KATA PENGANTAR
Segala puji dan syukur penulis sampaikan kehadirat Allah
SWT, shalawat dan salam juga disampaikan kepada junjungan Nabi Besar Muhammad
SAW. Serta sahabat dan keluarganya, seayun langkah dan seiring bahu dalam
menegakkan agama Allah. Dengan kebaikan beliau telah membawa kita dari alam
kebodohan ke alam yang berilmu pengetahuan.
Dalam rangka melengkapi tugas dari mata kuliah Politik Hukum Agraria pada
Program Studi Ilmu Pemerintahan dengan ini penulis mengangkat judul “Penyelesaian
Sengketa Tanah”.
Dalam penulisan makalah ini, penulis menyadari bahwa makalah
ini masih jauh dari kesempurnaan, baik dari cara penulisan, maupun isinya.
Oleh karena itu penulis sangat mengharapkan kritikan dan
saran-saran yang dapat membangun demi kesempurnaan makalah ini.
Penulis,
\
DAFTAR ISI
KATA PENGANTAR....................................................................................... i
DAFTAR ISI...................................................................................................... ii
BAB I PENDAHULUAN............................................................................... 1
A.
Latar Belakang............................................................................................. 1
B.
Rumusan Masalah........................................................................................ 1
C.
Tujuan penulisan.......................................................................................... 1
BAB II PEMBAHASAN.................................................................................. 2
A.
Pengertian sengketa tanah............................................................................ 2
B.
Cara penyelesaian sengketa tanah............................................................... 5
C.
Kekuatan pembuktian dalam
penyelesaian sengketa tanah......................... 6
D.
Hal-hal yang menyebabkan terjadinya
sengketa tanah................................ 7
BAB III PENUTUP.......................................................................................... 8
A.
Kesimpulan.................................................................................................. 8
DAFTAR PUSTAKA........................................................................................ 9
BAB I
PENDAHULUAN
A. Latar Belakang
Tanah merupakan kebutuhan hidup manusia yang sangat mendasar.

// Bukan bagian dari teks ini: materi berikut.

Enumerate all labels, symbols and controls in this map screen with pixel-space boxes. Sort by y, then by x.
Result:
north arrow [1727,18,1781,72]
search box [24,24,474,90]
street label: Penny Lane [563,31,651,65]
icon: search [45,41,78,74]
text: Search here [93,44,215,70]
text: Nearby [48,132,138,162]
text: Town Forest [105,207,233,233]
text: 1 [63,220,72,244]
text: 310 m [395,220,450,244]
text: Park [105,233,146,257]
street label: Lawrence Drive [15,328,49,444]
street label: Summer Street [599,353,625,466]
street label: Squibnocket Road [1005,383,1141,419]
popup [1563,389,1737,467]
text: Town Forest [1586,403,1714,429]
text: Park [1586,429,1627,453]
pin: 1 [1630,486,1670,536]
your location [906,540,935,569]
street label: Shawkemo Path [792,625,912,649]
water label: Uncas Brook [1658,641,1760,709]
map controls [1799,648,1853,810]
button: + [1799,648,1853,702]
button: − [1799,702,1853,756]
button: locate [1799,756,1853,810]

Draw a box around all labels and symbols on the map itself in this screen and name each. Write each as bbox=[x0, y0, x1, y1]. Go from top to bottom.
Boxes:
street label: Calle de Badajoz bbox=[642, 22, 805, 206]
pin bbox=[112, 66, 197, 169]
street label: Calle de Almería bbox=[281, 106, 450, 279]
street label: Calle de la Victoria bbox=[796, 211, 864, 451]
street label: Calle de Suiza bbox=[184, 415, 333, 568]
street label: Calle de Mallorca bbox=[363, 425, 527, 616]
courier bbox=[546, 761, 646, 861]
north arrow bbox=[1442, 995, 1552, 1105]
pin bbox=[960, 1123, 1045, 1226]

Manusia hidup serta melakukan aktivitas di atas tanah sehingga setiap saat
manusia selalu berhubungan dengan tanah dapat dikatakan hampir semua kegiatan
hidup manusia baik secara langsung maupun tidak langsung selalu memerlukan
tanah. Pun pada saat manusia meninggal dunia masih memerlukan tanah untuk
penguburannya Begitu pentingnya tanah bagi kehidupan manusia, maka setiap orang
akan selalu berusaha memiliki dan menguasainya. Dengan adanya hal tersebut maka
dapat menimbulkan suatu sengketa tanah di dalam masvarakat. Sengketa tersebut
timbul akibat adanya perjanjian antara 2 pihak atau lebih yang salah 1 pihak melakukan
wanprestasi.
Terkait dengan banyak mencuatnya kasus sengketa tanah ini,
Kepala Badan Pertanahan Nasional (BPN) Joyo Winoto mengatakan, bahwa terdapat
sedikitnya terdapat 2.810 kasus sengketa tanah skala nasional. Kasus sengketa
tanah yang berjumlah 2.810 kasus itu tersebar di seluruh indonesia dalam skala
besar. Yang bersekala kecil, jumlahnya lebih besar lagi.
B. Rumusan Masalah
1. Menjelaskan pengertian sengketa
tanah
2. Menjelaskan cara penyelesaian
sengketa tanah
3. Menjelaskan kekuatan pembuktian
dalam penyelesaian sengketa tanah
4. Menjelaskan hal-hal yang menyebabkan
terjadinya sengketa tanah
C. Tujuan Penulisan
Adapun tujuan saya dalam menyusun makalah ini adalah
disamping memenuhi tugas dalam perkuliahan juga agar saya mampu memahami
tentang sengketa tanah.
BAB II
PEMBAHASAN
A. Pengertian Sengketa Tanah
Akhir-akhir ini kasus pertanahan
muncul ke permukaan dan merupakan bahan pemberitaan di media massa. Secara
makro penyebab munculnya kasus-kasus pertanahan tersebut adalah sangat
bervariasi yang antara lain :
1.
Harga tanah yang meningkat dengan
cepat.
2.
Kondisi masyarakat yang semakin
sadar dan peduli akan kepentingan / haknya.
3.
Iklim keterbukaan yang digariskan pemerintah.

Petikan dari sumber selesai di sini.